Distributed Systems Theorems & Patterns
Before designing large-scale systems, architects must understand the foundational theorems and mathematical constraints that govern distributed computing. These principles dictate the unavoidable trade-offs between latency, consistency, and availability.
1. The CAP Theorem
In a distributed system, network partitions are inevitable (e.g., hardware failures, packet loss). The CAP theorem states that a distributed data store can only provide two of the following three guarantees simultaneously:
- Consistency (C): Every read receives the most recent write or an error. All nodes see the same data at the same time.
- Availability (A): Every request receives a (non-error) response, without the guarantee that it contains the most recent write.
- Partition Tolerance (P): The system continues to operate despite an arbitrary number of messages being dropped or delayed by the network between nodes.
Because networks aren't reliable, distributed systems must support partition tolerance. You will need to make a software tradeoff between consistency and availability.
| System Type | Description | Examples |
|---|---|---|
| CP | Chooses consistency over availability.

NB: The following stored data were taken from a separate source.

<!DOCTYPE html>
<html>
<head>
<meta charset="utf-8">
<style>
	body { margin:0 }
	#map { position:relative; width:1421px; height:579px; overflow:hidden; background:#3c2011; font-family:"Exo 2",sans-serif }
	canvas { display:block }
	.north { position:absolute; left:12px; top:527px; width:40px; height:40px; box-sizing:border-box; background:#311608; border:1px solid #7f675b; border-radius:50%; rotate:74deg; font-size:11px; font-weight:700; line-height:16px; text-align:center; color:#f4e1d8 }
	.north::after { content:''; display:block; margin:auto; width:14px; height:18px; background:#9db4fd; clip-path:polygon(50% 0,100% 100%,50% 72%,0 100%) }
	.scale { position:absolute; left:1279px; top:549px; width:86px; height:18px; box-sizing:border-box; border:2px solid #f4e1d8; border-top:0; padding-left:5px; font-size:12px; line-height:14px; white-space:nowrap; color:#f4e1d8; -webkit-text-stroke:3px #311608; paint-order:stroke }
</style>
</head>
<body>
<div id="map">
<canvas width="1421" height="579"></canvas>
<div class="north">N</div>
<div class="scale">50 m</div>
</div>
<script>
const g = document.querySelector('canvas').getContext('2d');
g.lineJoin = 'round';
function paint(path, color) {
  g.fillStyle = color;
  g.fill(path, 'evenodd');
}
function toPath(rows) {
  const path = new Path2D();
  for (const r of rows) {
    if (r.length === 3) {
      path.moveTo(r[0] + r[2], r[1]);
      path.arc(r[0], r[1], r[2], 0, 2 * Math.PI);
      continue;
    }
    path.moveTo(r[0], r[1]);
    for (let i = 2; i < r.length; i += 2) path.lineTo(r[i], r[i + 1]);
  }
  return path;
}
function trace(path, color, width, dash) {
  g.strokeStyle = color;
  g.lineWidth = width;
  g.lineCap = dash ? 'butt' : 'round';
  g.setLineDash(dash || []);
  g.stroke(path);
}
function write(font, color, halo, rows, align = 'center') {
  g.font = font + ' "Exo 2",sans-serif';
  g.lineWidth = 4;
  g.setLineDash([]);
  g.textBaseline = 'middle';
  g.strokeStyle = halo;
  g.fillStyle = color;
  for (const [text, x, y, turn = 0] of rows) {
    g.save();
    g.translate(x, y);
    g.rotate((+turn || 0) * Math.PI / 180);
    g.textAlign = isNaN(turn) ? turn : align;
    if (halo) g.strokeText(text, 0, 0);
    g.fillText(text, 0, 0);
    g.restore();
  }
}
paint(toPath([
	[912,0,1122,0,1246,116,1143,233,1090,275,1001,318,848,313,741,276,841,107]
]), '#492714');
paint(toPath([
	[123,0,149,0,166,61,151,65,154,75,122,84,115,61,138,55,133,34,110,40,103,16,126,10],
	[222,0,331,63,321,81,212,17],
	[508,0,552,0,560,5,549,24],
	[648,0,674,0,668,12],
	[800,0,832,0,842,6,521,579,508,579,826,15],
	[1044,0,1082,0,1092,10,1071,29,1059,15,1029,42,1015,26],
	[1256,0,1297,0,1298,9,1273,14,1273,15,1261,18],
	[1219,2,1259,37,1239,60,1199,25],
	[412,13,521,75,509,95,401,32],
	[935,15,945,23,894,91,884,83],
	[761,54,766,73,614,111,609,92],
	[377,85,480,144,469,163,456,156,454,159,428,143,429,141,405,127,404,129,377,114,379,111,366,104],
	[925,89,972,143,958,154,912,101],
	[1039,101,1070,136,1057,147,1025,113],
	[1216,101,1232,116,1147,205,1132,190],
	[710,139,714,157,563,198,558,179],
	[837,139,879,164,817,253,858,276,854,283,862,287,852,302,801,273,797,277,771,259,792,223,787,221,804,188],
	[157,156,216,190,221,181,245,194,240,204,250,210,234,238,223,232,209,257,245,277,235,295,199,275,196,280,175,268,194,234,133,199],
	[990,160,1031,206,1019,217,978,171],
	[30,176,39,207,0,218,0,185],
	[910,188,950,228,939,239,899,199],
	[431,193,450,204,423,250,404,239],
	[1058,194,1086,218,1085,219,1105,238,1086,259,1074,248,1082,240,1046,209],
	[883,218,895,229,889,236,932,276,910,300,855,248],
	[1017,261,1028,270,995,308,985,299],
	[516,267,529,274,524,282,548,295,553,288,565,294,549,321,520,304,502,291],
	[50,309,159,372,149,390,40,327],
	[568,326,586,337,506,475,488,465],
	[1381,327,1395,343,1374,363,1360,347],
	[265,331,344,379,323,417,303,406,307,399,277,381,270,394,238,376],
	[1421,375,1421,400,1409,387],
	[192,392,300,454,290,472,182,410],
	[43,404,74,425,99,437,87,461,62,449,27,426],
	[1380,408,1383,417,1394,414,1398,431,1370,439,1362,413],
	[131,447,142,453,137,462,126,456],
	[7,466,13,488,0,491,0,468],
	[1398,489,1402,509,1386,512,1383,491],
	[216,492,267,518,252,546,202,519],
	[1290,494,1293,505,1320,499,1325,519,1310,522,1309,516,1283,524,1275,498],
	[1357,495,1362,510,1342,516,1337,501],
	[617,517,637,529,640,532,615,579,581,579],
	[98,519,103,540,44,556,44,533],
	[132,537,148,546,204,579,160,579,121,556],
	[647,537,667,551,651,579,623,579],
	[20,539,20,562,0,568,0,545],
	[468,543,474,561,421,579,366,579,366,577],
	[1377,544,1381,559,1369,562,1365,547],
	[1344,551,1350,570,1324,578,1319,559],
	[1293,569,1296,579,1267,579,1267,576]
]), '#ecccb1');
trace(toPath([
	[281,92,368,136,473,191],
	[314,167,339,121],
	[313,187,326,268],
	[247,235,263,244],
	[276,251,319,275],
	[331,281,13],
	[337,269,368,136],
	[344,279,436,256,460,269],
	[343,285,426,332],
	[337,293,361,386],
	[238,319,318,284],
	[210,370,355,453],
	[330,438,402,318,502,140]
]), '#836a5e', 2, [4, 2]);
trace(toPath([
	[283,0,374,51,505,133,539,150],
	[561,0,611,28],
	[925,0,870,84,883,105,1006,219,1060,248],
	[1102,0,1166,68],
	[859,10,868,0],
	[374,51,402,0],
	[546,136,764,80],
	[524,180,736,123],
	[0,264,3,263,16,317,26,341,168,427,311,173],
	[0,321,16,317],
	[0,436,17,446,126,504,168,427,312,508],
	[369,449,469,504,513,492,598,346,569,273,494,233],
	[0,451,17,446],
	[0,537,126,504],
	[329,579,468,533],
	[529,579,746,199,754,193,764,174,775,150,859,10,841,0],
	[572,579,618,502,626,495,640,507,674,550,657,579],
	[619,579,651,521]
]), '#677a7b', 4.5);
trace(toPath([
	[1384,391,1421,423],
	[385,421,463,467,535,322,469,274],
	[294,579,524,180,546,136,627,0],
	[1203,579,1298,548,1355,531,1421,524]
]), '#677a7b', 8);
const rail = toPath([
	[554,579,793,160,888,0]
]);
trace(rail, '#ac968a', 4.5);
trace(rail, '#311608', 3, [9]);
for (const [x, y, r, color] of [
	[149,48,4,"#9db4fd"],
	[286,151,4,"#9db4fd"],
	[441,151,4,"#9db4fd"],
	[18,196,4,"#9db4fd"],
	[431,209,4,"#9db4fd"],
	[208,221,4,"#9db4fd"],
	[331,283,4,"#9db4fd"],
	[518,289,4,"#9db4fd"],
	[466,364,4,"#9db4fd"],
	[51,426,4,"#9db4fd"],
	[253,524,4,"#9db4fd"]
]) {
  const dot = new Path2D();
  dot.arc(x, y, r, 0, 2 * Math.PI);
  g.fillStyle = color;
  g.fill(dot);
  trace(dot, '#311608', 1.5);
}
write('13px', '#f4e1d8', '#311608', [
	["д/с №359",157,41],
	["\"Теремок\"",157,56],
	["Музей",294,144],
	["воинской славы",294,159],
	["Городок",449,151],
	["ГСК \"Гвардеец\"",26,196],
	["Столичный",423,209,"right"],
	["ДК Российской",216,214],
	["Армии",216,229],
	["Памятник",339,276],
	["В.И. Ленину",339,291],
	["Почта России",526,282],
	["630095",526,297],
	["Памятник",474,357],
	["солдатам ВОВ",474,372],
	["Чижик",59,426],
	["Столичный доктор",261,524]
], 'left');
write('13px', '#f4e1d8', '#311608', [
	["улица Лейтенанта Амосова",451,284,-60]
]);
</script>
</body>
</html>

Waits for a response from the partitioned node, which might result in a timeout error. | MongoDB, HBase, Redis, Zookeeper |
| AP | Chooses availability over consistency. Responses return the most readily available version of the data available on any node, which might not be the latest. | Cassandra, DynamoDB, CouchDB |
| CA | Technically impossible in WAN distributed systems. Exists only in local, single-node contexts. | RDBMS (MySQL, Postgres) |
2. Consistency Patterns
With multiple copies of the same data, we are faced with options on how to synchronize them so clients have a consistent view of the data:
- Weak Consistency: After a write, reads may or may not see it. A best effort approach is taken. This approach is seen in systems such as memcached and works well in real time use cases such as VoIP, video chat, and realtime multiplayer games.
- Eventual Consistency: After a write, reads will eventually see it (typically within milliseconds). Data is replicated asynchronously. This approach is seen in systems such as DNS and email, and works well in highly available systems.
- Strong Consistency: After a write, reads will see it. Data is replicated synchronously. This approach is seen in file systems and RDBMSes, and works well in systems that need transactions.
3. Availability Patterns
There are two complementary patterns to support high availability: fail-over and replication.
Fail-over Architectures
- Active-Passive: With active-passive fail-over, heartbeats are sent between the active and the passive server on standby. If the heartbeat is interrupted, the passive server takes over the active's IP address and resumes service.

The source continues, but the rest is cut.